Life Expectancy of 600 years needed to make COVID vaccine cost-effective for those under 30
Ignoring adverse effects on health to gaze at adverse effects on financial well-being
If you ignore the adverse effects of COVID vaccines on human health, and just look at the adverse effects of COVID vaccines on human “wallets” (cost-effectiveness analysis), you come up awful short.
Dr. Aseem Malhotra recently gave a presentation showing the number you’d need to vaccinate (NNV) in order to prevent one Omicron death, and even in those over age 80 it was already in the several thousands of vaccinations required — just so as to prevent one single death.
If about $50 is allocated for the procurement and administration costs of a COVID vaccination, then the cost to save a human life can be compared to other medical interventions.
Good medical interventions are able to save a year of life for twice or less of one’s annual income. But COVID vaccination, especially in the young, is much more expensive than that.

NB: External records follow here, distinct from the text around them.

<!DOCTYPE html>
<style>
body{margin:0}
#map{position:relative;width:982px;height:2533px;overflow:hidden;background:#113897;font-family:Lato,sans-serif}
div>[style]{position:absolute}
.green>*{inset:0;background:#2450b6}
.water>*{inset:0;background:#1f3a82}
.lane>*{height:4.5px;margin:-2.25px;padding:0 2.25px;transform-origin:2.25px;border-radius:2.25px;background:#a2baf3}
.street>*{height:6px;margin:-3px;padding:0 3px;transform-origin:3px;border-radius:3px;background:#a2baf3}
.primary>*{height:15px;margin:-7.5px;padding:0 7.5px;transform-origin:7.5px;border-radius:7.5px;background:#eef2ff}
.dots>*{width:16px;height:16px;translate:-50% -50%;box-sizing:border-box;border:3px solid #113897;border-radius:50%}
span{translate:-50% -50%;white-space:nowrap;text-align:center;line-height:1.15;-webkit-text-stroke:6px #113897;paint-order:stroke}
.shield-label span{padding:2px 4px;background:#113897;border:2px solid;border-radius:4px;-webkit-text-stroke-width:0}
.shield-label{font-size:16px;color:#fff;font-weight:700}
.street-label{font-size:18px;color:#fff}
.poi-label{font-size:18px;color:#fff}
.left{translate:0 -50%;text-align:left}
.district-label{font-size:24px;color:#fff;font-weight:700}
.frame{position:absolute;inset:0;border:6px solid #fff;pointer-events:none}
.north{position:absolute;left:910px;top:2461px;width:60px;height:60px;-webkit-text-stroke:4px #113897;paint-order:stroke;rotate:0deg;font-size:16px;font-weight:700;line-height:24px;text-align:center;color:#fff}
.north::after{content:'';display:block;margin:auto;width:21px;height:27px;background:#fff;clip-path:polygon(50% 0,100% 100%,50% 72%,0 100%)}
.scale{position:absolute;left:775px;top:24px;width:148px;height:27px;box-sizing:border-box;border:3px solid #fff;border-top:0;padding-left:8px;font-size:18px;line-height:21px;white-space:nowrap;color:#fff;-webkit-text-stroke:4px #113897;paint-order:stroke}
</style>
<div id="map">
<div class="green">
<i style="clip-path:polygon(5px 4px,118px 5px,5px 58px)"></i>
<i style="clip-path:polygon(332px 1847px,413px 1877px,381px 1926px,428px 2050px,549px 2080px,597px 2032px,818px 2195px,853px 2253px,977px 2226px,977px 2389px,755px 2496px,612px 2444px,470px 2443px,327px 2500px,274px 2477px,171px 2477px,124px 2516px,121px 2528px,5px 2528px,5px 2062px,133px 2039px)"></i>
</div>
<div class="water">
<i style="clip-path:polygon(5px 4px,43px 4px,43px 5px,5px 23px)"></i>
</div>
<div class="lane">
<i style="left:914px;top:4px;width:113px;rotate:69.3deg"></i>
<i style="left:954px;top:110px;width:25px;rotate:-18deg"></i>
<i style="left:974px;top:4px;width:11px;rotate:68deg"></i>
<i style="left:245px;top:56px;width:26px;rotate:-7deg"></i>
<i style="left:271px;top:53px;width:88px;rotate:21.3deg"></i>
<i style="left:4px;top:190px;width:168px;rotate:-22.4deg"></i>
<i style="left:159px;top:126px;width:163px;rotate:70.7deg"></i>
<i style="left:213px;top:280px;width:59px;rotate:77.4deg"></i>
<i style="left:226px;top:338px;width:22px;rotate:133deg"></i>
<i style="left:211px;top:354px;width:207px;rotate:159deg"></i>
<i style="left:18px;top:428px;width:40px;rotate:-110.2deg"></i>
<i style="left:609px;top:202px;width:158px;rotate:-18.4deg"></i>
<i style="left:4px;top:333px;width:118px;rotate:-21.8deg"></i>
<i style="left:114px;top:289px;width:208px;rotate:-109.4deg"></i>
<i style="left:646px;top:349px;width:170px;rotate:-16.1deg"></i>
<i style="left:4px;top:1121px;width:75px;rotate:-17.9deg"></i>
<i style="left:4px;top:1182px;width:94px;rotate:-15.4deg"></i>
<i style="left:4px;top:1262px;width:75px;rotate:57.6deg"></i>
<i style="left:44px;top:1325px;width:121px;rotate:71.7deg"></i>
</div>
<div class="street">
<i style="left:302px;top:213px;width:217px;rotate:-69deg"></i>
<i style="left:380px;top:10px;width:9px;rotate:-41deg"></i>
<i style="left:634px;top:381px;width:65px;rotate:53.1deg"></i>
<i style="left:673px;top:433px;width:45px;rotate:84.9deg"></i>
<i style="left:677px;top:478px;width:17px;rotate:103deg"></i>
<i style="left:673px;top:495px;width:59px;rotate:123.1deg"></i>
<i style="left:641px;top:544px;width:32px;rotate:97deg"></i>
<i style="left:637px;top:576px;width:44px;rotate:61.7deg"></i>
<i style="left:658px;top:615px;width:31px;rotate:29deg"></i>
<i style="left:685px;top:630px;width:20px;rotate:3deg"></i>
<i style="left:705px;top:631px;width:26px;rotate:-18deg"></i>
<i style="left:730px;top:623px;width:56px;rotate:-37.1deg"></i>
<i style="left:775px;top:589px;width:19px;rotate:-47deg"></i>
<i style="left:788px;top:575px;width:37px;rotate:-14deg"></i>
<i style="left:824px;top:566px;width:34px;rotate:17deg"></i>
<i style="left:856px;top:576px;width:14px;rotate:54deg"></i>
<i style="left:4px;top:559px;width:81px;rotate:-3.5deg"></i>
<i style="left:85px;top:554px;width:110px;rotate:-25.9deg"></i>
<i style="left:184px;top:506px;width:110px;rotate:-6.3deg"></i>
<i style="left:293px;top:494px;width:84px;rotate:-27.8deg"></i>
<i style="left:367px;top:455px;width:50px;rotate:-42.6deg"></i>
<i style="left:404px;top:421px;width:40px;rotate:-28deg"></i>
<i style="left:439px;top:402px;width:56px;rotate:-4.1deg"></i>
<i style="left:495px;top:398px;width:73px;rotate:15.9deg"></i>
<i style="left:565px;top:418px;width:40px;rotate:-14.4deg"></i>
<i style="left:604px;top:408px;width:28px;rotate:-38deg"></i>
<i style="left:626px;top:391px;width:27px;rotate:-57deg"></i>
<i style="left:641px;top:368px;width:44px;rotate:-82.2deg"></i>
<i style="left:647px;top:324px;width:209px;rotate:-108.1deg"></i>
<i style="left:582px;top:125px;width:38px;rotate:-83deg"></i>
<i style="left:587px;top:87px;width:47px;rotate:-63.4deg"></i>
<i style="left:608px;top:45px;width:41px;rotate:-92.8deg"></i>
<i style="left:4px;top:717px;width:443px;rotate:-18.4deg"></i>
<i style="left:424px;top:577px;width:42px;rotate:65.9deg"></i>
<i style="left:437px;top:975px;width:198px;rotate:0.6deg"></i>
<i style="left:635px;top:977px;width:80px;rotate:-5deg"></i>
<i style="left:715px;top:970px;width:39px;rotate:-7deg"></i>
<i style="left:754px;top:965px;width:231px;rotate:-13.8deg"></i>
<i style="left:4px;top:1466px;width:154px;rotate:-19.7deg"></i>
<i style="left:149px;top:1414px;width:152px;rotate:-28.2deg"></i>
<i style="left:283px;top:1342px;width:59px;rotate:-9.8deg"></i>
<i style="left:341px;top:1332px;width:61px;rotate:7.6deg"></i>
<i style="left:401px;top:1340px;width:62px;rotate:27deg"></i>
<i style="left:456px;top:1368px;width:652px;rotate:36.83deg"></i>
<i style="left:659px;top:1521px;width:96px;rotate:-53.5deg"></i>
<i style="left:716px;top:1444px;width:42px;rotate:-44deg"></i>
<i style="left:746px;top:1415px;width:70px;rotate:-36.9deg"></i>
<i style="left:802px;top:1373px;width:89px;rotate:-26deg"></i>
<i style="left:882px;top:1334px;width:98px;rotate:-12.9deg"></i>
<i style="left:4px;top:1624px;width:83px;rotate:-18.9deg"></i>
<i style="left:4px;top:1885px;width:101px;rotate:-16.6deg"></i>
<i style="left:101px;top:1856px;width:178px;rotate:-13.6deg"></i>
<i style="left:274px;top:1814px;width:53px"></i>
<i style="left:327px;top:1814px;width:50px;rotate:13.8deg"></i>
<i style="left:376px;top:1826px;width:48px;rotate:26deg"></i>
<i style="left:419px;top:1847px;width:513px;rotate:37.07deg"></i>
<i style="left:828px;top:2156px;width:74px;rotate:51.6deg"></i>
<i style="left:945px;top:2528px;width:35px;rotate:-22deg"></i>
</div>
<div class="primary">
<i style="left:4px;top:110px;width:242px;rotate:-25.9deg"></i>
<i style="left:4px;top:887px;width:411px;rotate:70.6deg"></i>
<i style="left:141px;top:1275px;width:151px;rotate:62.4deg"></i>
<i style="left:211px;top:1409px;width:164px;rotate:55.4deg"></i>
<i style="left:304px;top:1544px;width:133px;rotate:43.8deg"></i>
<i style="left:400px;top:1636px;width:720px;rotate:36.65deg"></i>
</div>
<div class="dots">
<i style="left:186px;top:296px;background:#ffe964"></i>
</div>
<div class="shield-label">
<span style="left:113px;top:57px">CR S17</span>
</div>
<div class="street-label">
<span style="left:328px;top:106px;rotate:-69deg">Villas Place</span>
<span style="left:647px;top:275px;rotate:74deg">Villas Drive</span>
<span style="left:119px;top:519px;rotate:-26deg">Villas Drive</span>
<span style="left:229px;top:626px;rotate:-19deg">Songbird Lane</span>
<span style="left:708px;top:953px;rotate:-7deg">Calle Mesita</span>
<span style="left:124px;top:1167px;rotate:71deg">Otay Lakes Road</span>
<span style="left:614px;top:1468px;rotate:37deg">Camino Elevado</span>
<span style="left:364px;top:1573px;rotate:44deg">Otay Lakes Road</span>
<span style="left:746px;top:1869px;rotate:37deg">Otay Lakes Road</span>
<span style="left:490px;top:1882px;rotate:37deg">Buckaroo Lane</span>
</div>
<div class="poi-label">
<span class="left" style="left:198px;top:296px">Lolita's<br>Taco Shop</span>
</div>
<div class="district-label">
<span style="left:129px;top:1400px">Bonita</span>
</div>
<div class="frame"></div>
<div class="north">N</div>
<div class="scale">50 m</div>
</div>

It’s important to be cost-effective because it means you get the most health for your money — rather than wasting much money on a treatment which does very little for you in the first place. If resources were unlimited, it wouldn’t matter how cost-effective medical treatments were.
Because resources are limited, analyzing the cost-effectiveness of your options is vital for saving lives while constrained to our current means to do so.
As you can see, in order for COVID vaccination to be cost-effective for those under age 30, they would have to expect another 562 years of life (so that preventing a death would save them 562 years of life, at a cost of $39 million).
$39,000,000 / 562 = $69,395 per life-year saved (cost-effective medical treatment).
Those under age 40 would need to expect to live over 240 years after COVID vaccination, in order for their use of COVID vaccines to be considered cost-effective. Even those under age 50 would need to have 120 years of life remaining, just for COVID vaccine to be cost-effective under Omicron.
Reference
[World Council for Heath Press Conference, featuring Dr. Aseem Malhotra] — https://live.childrenshealthdefense.org/shows/chdtv-exclusive-interviews/8H5dl9Coxw
[Truly cost-effective medicine saves a life-year for no more than twice the annual income] — Garber AM, Phelps CE. Economic foundations of cost-effectiveness analysis. J Health Econ. 1997 Feb;16(1):1-31. doi: 10.1016/s0167-6296(96)00506-1. PMID: 10167341. https://pubmed.ncbi.nlm.nih.gov/10167341/
Quote:
We have presented an alternative method for picking the optimal cutoff, showing how it can he derived from the parameters of a flexible utility function. Our estimates imply that, over the range we estimated, CE [cost-effectiveness] cutoffs should be about double the annual income.